How would I as a Christian respond to such people if they existed today? I would respond in exactly the same way as I respond to the existence of Christian fanatics in the past. I would say that they have misunderstood the Gospels. The Christian Kingdom is not of this world. To try to impose it is simply to misunderstand it. Christianity is not a religion of law. Christ came to this world to break the law. He did so frequently and for this reason he was killed. Christian faith is a matter of choice. It has nothing to do with numbers. It matters not one little bit if only one person believes the truth. Truth, after all, is not democratic.

But imagine if somewhere in the world today there were a country that had a medieval, fanatical view of Christianity. Imagine if that country wished to expand and spread its version of Christianity. Imagine if it were called the Christian State. How would I as a Christian respond?

If this Christian State were willing to remain within its own borders, if it were no threat whatsoever to my way of life, or the life of my friends and allies, I might be inclined to leave it alone. But what if the Christian State used its fanatical version of Christianity in order to take over other countries? What if it used this form of Christianity to do great evil both in its own country and elsewhere? What if it encouraged moderate Christians all around the world to be fanatics? What would I do then?

Imagine if virtually every terrorist act around the world was done in the name of Christianity by people who thought of themselves as Christian to the highest degree possible. Would I as a Christian say that this has nothing to do with Christianity? No, for that would be to deny that a problem exists and that this problem concerns me? If Christianity is not about truth, then what is it about? Instead of living in denial I would instead use Christianity as my weapon of choice to attack those who misrepresent the Gospels. But above all else I would no more deny that these fanatics were Christians than I would deny Tomás de Torquemada was a Christian or that Rodrigo Borgia was a Pope.

How would I respond to this Christian State that exported terrorism.  I would firstly recognise that the Christian State was Christian. I would not try to come up with ways of disguising this fact, because I would recognise that facing up to facts no matter how unpleasant or uncomfortable was the only way to address the problem.  To deny that the Christian State was Christian would mean that I would logically have to deny that Spain, or Britain or France had been Christian during the Middle Ages when they too at times had behaved in barbarous ways. Only by understanding that the Christian State is Christian, could I point out that it is a version of Christianity that I despise. How can I persuade a Christian that he has misunderstood the Gospels if I deny that he is a Christian?

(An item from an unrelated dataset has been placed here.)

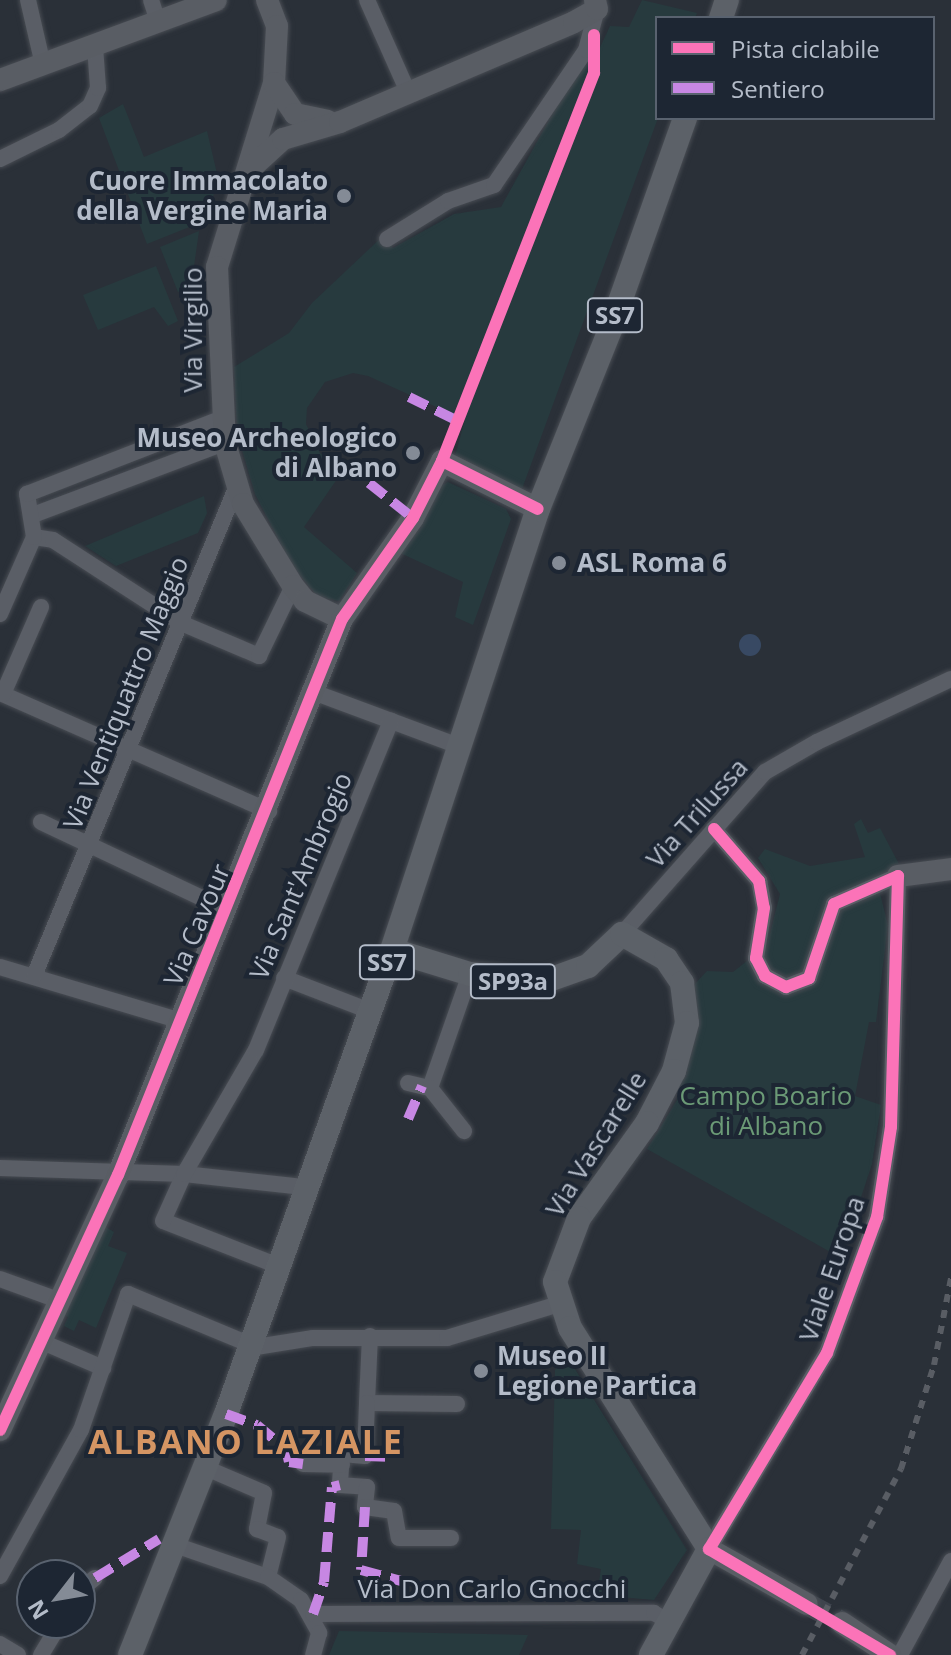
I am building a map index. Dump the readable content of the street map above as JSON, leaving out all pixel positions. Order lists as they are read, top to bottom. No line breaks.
{"streets":{"main road":["SS7","SP93a","Via Vascarelle"],"street":["Via Virgilio","Via Ventiquattro Maggio","Via Trilussa","Via Sant'Ambrogio","Via Cavour","Viale Europa","Via Don Carlo Gnocchi"]},"crossings":[["SS7","Via Sant'Ambrogio"],["SS7","Via Cavour"],["SS7","SP93a"],["Via Virgilio","Via Ventiquattro Maggio"],["Via Virgilio","Via Cavour"],["Via Trilussa","SP93a"],["Via Trilussa","Via Vascarelle"],["SP93a","Via Vascarelle"]],"districts":["ALBANO LAZIALE"],"parks":["Campo Boario di Albano"],"places":["Cuore Immacolato della Vergine Maria","Museo Archeologico di Albano","ASL Roma 6","Museo II Legione Partica"],"legend":["Pista ciclabile","Sentiero"],"north":"bottom left"}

How would I respond if a certain proportion of Christians living in the UK were fanatics who wanted the Christian State to succeed in bringing theocracy to Britain?  Well obviously I would try to find out who they were, I would then try to persuade them of their error and convince, or even compel, them to cease. I would do this precisely because I am a Christian.

What if things became so bad in the Christian State that millions of people living there wanted to escape? I would naturally be concerned for their welfare. I would try to help, but I would also be very careful. The conditions that gave rise to the Christian State were that the people living there were at an historical stage which led to Christian fanaticism. After all, we burned heretics in Britain because that was how people in Britain thought at that point in history.  They thought burning was the correct response to heresy. It took centuries of historical development before we learned not to think in this way. Well imagine if there were a Christian State today where there was burning of heretics. What if millions of people wanted to escape that Christian State and live here? Should we let them all come? This is our problem however. We know that some people in the Christian State support fanaticism.  No doubt most do not, but some do. The people of the Christian State, in general, would be at an historical stage which still saw burning at the stake and theocracy as the way to respond to differences of opinion on religious matters. After all, those Protestants who fled persecution during the reign of Mary Tudor, thought it correct to burn Catholics in response during the reign of Elizabeth the First. It was the intolerance of people in general whether Catholic or Protestant that placed the wood around the stake. 

It would therefore be the historical stage of the people as a whole that gave rise to the Christian State.  It wouldn't just happen accidently. But then how are we supposed to tell who is the fanatic and who is not? What if five or perhaps even ten percent were fanatics and we allowed one million refugees from the Christian State to come here? Would that make our country safer or more dangerous? I think we would quite rightly, very carefully, scrutinise everyone who wanted to come and for our own safety we would set strict limits, even though we felt compassion and also wanted to help. The Christian State would be desperate to export its fanatical version of Christianity around the world. Above all, we would not want to help them to do this.  

If the Christian State became a threat to the way of life of people of all faiths living in Britain how would I respond? Would I decide that it was wrong to fight against other Christians? Well we have in the past been more than willing to fight against other Christians. Germany, after all, was a Christian country and we fought a world war against them twice in one century. If an ideology is wrong or if it does great evil, it matters not one little bit to me that the people who follow that ideology are Christians. What if it became necessary for Britain and other countries to fight the Christian State? This might happen because people were carrying out acts of Christian terrorism in the name of Christianity. If that were to happen I wouldn't try to hide behind words like "militant", nor would I turn Christian into "Christianism" as if that in any way changed either the meaning or the reality. It might also be necessary to fight if ever more Christians in Britain were travelling to the Christian State in order to learn how to kill and maim. Would I as a Christian oppose such military action? No of course not. I would be grateful that something was being done against these fanatics who had so misunderstood the Gospels.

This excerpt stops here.